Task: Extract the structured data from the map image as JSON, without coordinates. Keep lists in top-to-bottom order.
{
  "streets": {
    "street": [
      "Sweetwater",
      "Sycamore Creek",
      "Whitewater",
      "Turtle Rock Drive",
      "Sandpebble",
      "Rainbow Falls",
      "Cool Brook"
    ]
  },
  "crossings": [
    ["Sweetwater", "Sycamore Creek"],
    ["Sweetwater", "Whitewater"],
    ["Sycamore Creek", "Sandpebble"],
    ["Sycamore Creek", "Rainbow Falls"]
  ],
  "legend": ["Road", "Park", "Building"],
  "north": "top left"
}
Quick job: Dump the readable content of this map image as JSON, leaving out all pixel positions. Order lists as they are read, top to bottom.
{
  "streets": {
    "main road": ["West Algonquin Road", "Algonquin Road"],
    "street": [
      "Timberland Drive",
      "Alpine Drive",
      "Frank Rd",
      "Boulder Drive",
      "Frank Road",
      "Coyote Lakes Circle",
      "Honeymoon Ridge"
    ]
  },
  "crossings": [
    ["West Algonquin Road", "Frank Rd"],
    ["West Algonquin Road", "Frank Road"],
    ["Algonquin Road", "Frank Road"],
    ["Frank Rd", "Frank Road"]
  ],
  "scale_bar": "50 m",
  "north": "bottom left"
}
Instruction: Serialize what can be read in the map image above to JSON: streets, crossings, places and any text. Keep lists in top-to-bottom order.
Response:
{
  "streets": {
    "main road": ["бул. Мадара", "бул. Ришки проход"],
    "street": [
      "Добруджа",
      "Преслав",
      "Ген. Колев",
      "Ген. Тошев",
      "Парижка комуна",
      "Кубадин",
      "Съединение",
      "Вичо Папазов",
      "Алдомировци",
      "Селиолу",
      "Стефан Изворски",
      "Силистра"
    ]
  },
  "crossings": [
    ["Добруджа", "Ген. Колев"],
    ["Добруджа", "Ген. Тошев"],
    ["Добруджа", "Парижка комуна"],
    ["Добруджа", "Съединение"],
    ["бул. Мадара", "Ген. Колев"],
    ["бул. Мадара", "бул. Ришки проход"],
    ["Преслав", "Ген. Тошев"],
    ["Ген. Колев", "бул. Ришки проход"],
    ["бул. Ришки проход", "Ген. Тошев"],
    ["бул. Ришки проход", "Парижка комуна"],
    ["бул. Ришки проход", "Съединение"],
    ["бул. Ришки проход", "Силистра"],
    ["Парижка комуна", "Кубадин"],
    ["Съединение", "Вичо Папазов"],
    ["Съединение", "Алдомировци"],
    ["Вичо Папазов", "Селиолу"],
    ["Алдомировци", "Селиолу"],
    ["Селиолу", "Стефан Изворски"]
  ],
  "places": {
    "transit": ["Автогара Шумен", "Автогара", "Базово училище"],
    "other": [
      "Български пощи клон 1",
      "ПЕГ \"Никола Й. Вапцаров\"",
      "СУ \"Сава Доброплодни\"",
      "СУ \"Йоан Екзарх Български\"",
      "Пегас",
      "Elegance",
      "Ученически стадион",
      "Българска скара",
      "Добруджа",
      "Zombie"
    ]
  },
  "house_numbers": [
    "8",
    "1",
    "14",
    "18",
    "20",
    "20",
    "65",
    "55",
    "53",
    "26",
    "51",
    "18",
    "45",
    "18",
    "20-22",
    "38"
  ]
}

Description of the task:
Which lines in the data above hold the string "Алдомировци"? Return each of them.

Answer:
      "Алдомировци",
    ["Съединение", "Алдомировци"],
    ["Алдомировци", "Селиолу"],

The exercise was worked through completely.